> [Provided records]:
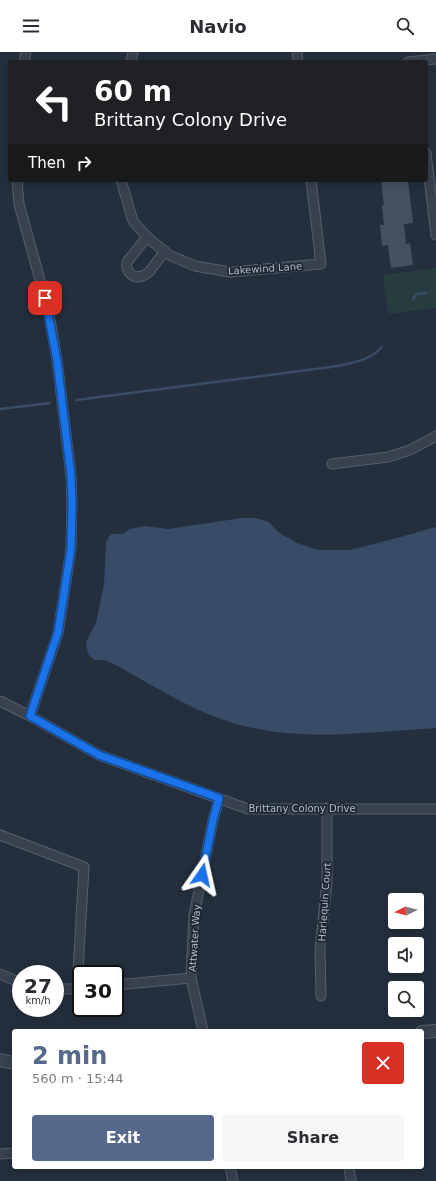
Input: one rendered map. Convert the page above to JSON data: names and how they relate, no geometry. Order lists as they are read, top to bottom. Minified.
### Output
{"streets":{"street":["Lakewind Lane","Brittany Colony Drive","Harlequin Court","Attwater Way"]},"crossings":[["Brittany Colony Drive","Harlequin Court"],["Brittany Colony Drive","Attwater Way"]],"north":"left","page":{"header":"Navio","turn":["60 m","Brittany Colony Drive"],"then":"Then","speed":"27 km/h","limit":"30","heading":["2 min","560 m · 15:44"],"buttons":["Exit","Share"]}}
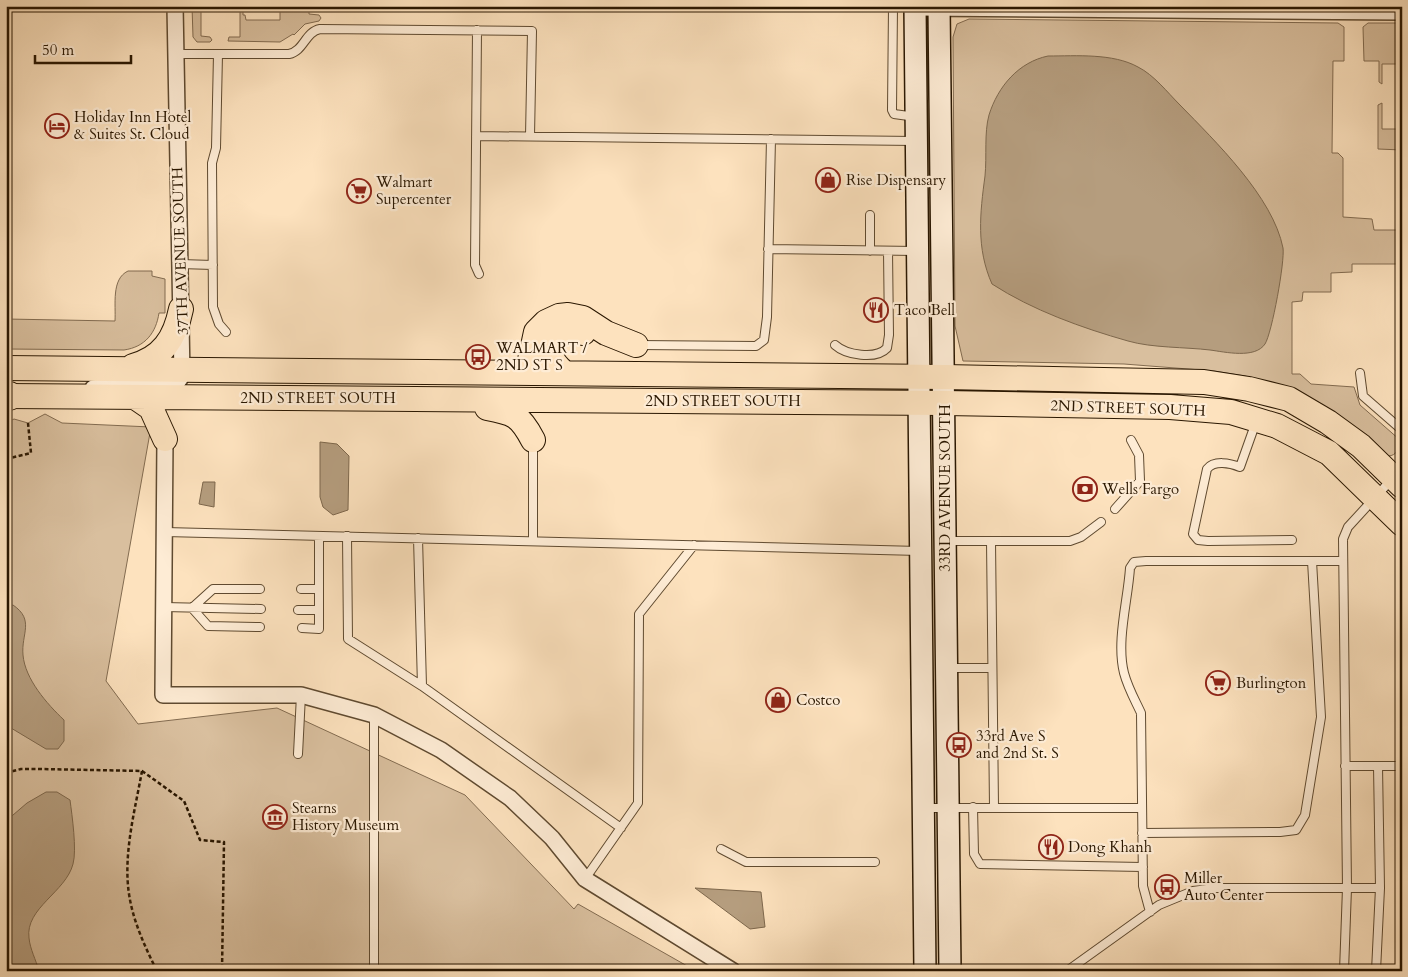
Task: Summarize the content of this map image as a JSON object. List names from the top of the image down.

---

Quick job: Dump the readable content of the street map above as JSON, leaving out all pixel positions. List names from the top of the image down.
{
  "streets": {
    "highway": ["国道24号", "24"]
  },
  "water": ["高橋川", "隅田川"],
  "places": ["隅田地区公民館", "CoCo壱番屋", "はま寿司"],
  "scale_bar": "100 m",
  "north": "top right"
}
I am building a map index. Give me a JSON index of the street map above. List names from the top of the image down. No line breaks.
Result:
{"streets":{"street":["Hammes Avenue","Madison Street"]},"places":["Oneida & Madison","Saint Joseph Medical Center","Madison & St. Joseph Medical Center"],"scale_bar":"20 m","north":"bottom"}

> [Assignment]: Using the data above, give again exactly the lines starting at the one holding "Input: one rendered" and ending at the one holding "Task: Summarize the", inclusive, and nothing more. Omit the pictures.

> [Result below]:
Input: one rendered map. Convert the page above to JSON data: names and how they relate, no geometry. Order lists as they are read, top to bottom. Minified.
### Output
{"streets":{"street":["Lakewind Lane","Brittany Colony Drive","Harlequin Court","Attwater Way"]},"crossings":[["Brittany Colony Drive","Harlequin Court"],["Brittany Colony Drive","Attwater Way"]],"north":"left","page":{"header":"Navio","turn":["60 m","Brittany Colony Drive"],"then":"Then","speed":"27 km/h","limit":"30","heading":["2 min","560 m · 15:44"],"buttons":["Exit","Share"]}}
Task: Summarize the content of this map image as a JSON object. List names from the top of the image down.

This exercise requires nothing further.